**Record excerpts:**
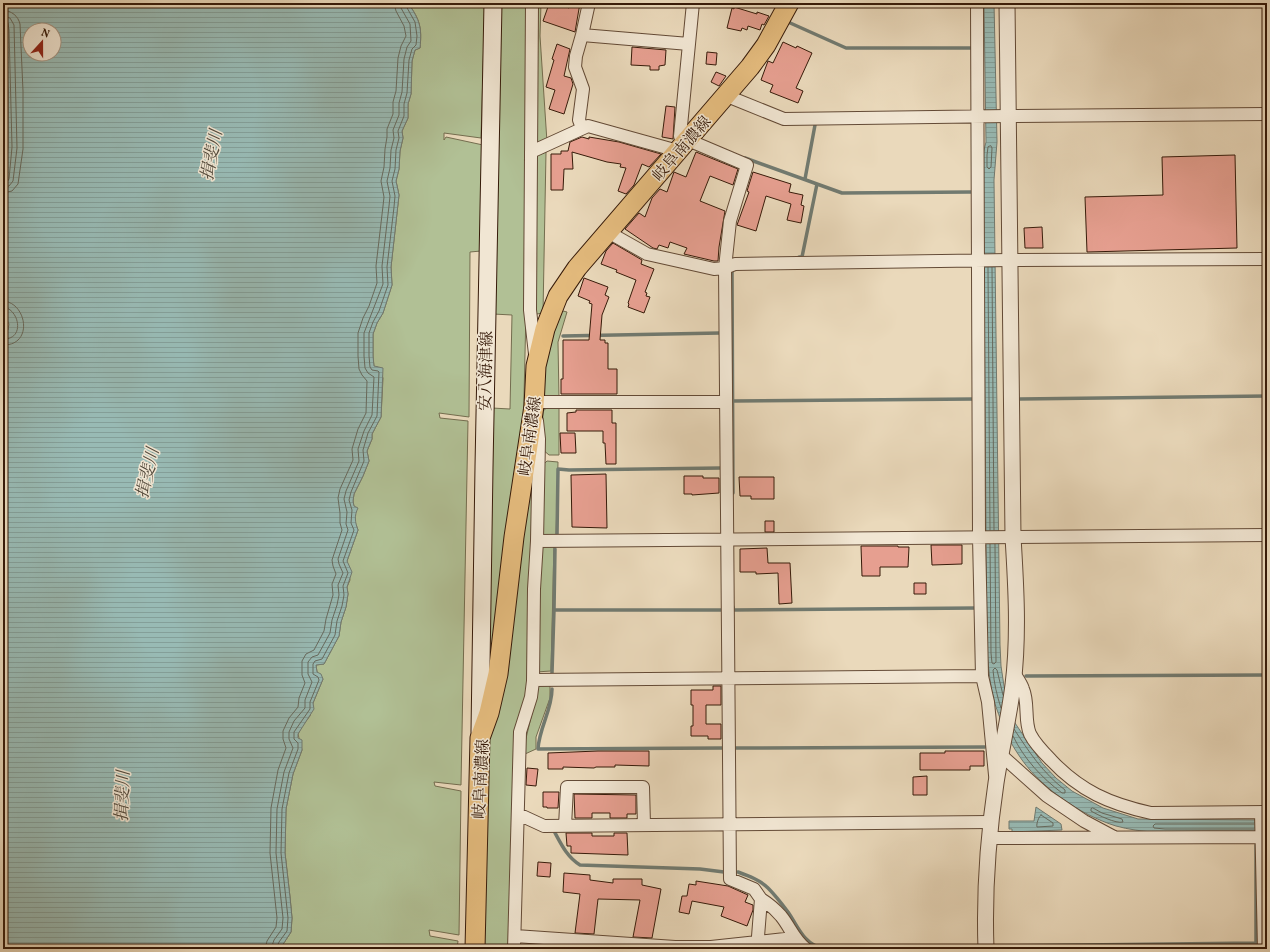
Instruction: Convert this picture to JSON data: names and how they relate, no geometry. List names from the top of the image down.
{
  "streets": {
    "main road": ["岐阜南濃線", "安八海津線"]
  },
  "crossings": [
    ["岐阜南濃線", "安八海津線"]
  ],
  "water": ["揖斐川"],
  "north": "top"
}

**Prompt:** The response should reproduce all the material above exactly and leave out its pictures.

**Output for this exercise:**
Instruction: Convert this picture to JSON data: names and how they relate, no geometry. List names from the top of the image down.
{
  "streets": {
    "main road": ["岐阜南濃線", "安八海津線"]
  },
  "crossings": [
    ["岐阜南濃線", "安八海津線"]
  ],
  "water": ["揖斐川"],
  "north": "top"
}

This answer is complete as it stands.